[RECORDS SUPPLIED — start]

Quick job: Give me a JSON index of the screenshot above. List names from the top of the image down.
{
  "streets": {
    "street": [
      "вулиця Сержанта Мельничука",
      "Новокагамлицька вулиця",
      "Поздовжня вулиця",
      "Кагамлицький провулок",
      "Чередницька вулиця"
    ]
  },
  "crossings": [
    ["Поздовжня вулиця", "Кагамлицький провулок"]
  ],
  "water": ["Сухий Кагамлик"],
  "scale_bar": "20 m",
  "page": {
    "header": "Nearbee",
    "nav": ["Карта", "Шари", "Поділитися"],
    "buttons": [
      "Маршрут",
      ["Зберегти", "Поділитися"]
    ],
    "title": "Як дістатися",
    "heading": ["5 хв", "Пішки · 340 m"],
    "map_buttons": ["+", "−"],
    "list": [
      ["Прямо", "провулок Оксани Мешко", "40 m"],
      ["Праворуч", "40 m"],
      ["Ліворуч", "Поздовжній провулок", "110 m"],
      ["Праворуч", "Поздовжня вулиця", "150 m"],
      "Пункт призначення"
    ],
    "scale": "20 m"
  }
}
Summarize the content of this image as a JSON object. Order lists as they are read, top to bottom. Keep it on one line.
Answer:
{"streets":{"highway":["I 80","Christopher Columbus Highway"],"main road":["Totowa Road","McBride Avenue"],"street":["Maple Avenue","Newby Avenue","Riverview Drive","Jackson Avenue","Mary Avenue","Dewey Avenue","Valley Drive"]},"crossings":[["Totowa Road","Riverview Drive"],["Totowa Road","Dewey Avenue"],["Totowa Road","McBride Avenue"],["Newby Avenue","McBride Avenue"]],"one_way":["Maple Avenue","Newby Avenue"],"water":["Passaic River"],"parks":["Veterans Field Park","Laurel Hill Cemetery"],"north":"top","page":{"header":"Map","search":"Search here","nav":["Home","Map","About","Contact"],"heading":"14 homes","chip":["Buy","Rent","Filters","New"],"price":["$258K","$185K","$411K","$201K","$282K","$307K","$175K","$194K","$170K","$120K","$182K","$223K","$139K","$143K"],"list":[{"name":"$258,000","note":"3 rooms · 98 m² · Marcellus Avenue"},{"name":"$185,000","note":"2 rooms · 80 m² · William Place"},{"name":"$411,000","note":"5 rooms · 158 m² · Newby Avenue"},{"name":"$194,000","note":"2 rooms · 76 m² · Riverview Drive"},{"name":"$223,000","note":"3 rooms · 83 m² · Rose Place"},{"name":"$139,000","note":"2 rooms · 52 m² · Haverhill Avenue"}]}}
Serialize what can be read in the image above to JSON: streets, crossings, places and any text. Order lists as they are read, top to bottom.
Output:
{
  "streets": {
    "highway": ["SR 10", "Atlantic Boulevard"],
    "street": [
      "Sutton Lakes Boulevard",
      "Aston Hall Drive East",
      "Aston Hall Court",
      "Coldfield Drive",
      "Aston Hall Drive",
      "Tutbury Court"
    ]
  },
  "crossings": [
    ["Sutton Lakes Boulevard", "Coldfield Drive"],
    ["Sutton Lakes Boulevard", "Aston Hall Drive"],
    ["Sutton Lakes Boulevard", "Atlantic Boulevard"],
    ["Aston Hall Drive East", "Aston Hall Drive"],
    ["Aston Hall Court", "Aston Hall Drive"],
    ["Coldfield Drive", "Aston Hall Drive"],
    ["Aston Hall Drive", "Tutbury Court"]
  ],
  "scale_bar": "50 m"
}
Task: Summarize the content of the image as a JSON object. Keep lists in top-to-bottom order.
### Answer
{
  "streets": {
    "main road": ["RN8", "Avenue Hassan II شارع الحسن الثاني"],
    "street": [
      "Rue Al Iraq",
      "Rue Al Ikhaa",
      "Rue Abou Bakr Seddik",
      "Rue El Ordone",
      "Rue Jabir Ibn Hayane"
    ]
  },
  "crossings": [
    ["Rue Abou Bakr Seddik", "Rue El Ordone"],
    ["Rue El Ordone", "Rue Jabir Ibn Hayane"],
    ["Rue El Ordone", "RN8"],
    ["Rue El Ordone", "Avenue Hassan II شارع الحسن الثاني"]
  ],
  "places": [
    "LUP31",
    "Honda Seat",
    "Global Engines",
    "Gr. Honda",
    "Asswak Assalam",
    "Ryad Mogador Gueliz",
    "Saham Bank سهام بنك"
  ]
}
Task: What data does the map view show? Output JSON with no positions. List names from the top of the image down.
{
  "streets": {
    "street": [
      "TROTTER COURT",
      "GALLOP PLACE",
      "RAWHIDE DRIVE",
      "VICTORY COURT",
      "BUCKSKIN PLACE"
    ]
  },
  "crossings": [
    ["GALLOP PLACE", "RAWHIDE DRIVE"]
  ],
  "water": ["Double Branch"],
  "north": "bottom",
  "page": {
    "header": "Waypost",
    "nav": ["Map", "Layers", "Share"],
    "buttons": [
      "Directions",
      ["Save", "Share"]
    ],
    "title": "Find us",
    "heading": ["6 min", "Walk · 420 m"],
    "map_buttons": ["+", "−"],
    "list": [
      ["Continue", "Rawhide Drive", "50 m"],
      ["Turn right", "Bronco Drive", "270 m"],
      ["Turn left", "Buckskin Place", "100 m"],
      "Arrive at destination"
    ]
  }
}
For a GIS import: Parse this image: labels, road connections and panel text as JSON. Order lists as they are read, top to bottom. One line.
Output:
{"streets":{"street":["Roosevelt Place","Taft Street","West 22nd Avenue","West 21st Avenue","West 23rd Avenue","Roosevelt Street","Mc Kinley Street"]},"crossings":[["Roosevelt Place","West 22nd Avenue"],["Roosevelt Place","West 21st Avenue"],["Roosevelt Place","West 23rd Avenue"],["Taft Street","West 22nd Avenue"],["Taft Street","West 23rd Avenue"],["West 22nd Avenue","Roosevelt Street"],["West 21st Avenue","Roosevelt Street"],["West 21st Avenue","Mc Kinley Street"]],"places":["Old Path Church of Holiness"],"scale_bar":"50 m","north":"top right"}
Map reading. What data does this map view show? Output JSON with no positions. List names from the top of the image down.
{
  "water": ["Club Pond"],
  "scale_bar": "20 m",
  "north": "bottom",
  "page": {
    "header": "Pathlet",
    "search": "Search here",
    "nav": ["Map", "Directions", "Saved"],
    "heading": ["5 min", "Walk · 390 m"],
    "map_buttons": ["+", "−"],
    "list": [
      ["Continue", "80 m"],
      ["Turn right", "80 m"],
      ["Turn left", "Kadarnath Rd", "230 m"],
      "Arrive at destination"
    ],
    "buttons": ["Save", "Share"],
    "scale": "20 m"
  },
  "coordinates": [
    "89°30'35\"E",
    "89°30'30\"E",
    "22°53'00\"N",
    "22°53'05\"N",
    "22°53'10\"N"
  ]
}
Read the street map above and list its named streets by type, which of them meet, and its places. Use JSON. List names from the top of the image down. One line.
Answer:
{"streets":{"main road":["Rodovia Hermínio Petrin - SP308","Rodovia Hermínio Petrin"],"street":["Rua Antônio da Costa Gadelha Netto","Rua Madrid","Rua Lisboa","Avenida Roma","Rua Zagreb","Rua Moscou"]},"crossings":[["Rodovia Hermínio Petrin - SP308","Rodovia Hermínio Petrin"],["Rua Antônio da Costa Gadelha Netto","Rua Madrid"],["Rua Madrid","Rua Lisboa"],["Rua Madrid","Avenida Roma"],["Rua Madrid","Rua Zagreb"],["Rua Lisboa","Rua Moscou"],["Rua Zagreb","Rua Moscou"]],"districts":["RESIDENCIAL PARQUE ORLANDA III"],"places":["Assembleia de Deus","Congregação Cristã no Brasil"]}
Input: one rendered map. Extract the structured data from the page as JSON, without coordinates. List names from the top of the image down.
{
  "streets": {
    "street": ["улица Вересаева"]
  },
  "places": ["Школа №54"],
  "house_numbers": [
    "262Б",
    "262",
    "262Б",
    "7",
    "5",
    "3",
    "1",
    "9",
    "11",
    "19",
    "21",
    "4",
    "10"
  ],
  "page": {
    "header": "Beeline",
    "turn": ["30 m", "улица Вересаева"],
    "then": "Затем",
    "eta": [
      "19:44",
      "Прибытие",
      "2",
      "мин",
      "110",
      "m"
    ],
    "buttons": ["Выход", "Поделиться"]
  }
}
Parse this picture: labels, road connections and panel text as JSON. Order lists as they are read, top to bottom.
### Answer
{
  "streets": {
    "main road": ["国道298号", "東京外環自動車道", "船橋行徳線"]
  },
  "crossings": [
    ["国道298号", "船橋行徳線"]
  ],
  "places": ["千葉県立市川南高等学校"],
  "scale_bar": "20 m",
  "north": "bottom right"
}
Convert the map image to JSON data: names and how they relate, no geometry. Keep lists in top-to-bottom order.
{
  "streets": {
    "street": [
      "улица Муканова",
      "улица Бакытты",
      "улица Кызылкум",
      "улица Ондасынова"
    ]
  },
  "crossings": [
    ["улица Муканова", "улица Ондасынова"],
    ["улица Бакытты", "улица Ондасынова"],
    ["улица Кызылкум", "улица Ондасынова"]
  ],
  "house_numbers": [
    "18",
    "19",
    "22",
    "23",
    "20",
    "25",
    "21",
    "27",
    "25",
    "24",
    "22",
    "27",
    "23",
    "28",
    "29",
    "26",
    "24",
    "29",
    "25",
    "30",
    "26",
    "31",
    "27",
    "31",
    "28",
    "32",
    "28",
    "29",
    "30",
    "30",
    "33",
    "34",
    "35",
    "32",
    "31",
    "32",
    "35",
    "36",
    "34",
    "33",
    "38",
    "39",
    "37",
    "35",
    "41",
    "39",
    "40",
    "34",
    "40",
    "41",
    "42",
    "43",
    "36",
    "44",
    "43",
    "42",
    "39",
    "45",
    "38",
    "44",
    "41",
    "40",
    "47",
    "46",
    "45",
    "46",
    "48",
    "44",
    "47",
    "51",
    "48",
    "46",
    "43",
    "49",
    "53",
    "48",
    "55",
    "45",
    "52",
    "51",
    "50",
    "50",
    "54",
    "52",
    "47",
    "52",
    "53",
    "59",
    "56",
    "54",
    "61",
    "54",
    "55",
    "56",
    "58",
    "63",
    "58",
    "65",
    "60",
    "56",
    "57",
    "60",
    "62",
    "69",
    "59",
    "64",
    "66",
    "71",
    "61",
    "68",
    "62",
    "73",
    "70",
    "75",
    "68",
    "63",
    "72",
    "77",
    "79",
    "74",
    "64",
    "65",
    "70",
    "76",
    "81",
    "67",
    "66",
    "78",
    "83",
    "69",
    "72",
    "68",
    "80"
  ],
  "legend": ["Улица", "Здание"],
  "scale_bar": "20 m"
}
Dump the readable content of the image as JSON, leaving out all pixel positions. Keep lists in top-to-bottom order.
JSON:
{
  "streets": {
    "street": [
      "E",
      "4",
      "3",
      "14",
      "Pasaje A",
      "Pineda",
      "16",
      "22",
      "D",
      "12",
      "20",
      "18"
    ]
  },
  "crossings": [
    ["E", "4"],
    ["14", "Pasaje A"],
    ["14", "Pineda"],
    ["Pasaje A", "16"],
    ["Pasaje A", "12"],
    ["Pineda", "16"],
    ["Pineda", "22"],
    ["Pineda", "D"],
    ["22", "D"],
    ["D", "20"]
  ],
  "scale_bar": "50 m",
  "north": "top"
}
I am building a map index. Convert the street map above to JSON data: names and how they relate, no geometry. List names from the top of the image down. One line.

[RECORDS SUPPLIED — finish]

__EXERCISE DESCRIPTION__: Identify every line above with the string "connections" in it. Copy those lines.

__SOLUTION TO THIS EXERCISE__:
For a GIS import: Parse this image: labels, road connections and panel text as JSON. Order lists as they are read, top to bottom. One line.
Parse this picture: labels, road connections and panel text as JSON. Order lists as they are read, top to bottom.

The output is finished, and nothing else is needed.